**What to produce:** When you reach the line containing "Annotation task. Parse" in the data below, reproduce it and every line that follows, exactly and without additions.

Collected data entries
Start of Block

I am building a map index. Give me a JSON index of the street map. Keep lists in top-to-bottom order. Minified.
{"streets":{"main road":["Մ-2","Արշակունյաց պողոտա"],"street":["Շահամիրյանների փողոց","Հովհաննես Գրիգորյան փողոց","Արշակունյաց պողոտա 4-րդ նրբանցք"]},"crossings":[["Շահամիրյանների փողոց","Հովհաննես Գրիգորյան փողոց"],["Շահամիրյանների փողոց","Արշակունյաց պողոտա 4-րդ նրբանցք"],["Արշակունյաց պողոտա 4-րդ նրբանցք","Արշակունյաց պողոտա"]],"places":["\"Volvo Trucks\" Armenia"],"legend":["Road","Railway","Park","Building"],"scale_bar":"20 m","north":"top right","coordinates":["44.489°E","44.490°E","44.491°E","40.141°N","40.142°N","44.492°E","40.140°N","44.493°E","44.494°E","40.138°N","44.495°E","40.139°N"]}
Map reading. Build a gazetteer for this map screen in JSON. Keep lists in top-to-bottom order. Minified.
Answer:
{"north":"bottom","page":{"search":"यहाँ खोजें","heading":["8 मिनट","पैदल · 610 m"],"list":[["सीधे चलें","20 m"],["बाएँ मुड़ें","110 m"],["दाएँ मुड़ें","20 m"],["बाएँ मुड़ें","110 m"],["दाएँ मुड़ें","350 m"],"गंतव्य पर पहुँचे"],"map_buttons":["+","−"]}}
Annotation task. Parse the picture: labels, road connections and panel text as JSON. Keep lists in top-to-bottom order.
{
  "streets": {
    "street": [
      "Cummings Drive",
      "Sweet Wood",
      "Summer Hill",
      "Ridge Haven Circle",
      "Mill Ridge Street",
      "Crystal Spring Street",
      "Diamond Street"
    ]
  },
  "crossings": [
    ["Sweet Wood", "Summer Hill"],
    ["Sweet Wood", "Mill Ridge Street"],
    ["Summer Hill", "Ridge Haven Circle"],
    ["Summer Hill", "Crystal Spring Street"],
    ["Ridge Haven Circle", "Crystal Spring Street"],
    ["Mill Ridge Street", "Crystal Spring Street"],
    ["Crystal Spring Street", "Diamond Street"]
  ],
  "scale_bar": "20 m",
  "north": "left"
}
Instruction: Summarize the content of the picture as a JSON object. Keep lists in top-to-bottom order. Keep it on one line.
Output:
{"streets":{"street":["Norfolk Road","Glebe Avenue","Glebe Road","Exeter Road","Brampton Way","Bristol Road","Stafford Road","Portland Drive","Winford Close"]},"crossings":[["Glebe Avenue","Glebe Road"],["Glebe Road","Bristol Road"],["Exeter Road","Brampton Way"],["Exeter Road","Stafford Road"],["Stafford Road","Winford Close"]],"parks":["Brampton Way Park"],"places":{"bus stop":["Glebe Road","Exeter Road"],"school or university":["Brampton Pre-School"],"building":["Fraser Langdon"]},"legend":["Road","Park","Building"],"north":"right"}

End of Block

**Result of the exercise:**
Annotation task. Parse the picture: labels, road connections and panel text as JSON. Keep lists in top-to-bottom order.
{
  "streets": {
    "street": [
      "Cummings Drive",
      "Sweet Wood",
      "Summer Hill",
      "Ridge Haven Circle",
      "Mill Ridge Street",
      "Crystal Spring Street",
      "Diamond Street"
    ]
  },
  "crossings": [
    ["Sweet Wood", "Summer Hill"],
    ["Sweet Wood", "Mill Ridge Street"],
    ["Summer Hill", "Ridge Haven Circle"],
    ["Summer Hill", "Crystal Spring Street"],
    ["Ridge Haven Circle", "Crystal Spring Street"],
    ["Mill Ridge Street", "Crystal Spring Street"],
    ["Crystal Spring Street", "Diamond Street"]
  ],
  "scale_bar": "20 m",
  "north": "left"
}
Instruction: Summarize the content of the picture as a JSON object. Keep lists in top-to-bottom order. Keep it on one line.
Output:
{"streets":{"street":["Norfolk Road","Glebe Avenue","Glebe Road","Exeter Road","Brampton Way","Bristol Road","Stafford Road","Portland Drive","Winford Close"]},"crossings":[["Glebe Avenue","Glebe Road"],["Glebe Road","Bristol Road"],["Exeter Road","Brampton Way"],["Exeter Road","Stafford Road"],["Stafford Road","Winford Close"]],"parks":["Brampton Way Park"],"places":{"bus stop":["Glebe Road","Exeter Road"],"school or university":["Brampton Pre-School"],"building":["Fraser Langdon"]},"legend":["Road","Park","Building"],"north":"right"}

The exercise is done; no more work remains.